» **Task objective**
How many of the lines below contain "does"? Answer with that number alone.

(Records to use begins)

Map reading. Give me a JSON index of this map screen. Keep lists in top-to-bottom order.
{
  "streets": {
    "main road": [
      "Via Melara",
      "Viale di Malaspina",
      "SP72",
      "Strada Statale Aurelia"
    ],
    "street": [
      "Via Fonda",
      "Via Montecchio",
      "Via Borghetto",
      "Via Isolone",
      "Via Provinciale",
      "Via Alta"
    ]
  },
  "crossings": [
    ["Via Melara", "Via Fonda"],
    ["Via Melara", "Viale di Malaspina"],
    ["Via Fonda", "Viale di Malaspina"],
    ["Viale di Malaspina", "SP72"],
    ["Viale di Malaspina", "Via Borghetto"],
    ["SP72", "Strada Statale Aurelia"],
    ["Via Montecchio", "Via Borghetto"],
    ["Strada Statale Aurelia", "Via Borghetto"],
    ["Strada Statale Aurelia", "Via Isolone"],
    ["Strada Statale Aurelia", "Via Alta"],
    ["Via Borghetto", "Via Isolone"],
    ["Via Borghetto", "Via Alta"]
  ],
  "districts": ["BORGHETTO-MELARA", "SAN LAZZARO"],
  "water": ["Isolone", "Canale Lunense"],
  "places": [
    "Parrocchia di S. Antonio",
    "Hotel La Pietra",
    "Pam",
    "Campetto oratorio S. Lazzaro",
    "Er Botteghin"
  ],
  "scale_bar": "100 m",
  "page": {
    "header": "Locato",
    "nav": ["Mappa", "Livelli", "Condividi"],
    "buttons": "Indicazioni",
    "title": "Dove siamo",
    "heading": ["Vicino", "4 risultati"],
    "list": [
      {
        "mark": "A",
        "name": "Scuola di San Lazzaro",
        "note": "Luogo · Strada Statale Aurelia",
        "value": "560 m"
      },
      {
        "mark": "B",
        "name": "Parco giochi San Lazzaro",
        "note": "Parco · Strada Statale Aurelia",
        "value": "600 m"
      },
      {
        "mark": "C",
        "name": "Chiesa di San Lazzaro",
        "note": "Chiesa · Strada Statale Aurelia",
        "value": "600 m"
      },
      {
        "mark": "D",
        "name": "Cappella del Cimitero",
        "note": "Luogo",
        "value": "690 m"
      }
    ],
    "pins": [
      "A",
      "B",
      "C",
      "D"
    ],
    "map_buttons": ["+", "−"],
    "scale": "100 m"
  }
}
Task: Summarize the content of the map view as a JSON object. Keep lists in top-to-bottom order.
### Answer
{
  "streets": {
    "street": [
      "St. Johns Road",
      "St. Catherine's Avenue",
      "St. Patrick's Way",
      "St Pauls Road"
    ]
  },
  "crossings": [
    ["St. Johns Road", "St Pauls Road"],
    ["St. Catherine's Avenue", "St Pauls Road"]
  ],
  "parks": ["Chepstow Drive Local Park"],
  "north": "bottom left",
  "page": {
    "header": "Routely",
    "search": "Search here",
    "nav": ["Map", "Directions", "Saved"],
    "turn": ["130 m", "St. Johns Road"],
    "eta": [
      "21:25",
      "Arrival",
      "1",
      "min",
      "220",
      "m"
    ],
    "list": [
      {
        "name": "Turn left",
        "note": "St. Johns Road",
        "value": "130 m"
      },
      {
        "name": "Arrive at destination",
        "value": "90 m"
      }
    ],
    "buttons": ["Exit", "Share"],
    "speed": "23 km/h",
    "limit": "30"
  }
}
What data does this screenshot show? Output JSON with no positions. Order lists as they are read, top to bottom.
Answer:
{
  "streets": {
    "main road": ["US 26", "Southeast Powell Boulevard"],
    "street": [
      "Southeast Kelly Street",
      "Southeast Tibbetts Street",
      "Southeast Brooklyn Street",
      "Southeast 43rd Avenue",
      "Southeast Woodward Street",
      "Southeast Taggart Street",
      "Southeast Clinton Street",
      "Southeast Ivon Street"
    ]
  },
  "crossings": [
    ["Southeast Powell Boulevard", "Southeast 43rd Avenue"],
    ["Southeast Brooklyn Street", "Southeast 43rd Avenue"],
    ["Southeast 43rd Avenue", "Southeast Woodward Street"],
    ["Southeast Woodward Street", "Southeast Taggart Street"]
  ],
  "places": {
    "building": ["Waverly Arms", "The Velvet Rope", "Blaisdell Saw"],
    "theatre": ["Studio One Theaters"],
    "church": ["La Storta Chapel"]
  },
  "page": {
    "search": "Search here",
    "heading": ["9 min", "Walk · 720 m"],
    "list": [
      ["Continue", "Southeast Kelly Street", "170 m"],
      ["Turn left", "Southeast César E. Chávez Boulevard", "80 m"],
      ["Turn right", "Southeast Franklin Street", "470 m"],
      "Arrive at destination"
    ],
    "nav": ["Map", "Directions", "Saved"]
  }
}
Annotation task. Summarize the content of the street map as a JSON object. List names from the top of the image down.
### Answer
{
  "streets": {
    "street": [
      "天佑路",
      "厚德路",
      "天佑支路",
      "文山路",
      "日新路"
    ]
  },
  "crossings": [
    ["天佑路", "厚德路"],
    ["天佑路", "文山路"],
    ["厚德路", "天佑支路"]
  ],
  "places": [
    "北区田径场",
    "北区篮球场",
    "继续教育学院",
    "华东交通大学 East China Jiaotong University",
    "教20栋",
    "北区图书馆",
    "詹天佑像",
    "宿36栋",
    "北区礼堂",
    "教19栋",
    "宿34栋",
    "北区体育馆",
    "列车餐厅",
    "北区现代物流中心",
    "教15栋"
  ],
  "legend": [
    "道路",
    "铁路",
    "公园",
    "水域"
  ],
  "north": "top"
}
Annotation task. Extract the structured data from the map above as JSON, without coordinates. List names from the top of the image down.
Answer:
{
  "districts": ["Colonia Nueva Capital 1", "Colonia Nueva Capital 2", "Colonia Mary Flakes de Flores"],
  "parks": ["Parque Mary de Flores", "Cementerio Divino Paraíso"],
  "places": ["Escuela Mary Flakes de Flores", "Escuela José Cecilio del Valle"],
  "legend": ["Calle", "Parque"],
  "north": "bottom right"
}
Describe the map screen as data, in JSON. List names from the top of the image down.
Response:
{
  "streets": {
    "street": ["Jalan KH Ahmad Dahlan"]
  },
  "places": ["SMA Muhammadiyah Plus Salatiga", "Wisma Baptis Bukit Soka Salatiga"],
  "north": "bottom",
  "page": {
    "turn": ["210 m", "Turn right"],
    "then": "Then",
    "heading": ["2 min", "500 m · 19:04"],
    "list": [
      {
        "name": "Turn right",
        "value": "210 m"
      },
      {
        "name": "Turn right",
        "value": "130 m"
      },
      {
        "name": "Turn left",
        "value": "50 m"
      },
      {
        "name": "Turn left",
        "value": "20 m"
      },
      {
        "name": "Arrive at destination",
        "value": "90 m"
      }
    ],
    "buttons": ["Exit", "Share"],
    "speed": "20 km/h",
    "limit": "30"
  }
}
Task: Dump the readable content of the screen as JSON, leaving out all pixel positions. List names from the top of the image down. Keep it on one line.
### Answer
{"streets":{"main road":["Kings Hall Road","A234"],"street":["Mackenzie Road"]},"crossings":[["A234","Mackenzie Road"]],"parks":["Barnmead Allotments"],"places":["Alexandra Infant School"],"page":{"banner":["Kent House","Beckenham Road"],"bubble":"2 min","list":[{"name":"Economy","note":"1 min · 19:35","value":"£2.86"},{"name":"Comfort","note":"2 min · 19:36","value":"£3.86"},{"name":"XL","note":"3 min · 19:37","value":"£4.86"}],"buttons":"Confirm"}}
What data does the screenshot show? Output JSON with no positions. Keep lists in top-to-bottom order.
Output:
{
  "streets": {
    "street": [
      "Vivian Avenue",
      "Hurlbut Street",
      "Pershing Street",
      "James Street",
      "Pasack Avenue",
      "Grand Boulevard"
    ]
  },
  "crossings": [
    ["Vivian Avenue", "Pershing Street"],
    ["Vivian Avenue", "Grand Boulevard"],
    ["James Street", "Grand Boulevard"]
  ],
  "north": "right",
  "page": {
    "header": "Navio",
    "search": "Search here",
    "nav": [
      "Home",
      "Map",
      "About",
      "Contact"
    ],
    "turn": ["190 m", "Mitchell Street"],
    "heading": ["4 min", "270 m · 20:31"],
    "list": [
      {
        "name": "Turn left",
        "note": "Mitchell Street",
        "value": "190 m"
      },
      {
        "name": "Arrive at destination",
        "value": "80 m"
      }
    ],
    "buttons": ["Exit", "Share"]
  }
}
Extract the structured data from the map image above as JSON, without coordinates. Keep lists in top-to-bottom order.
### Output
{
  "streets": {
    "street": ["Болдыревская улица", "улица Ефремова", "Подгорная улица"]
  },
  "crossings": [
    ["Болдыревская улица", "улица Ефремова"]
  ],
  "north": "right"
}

(Records to use ends)

» **Your response**
2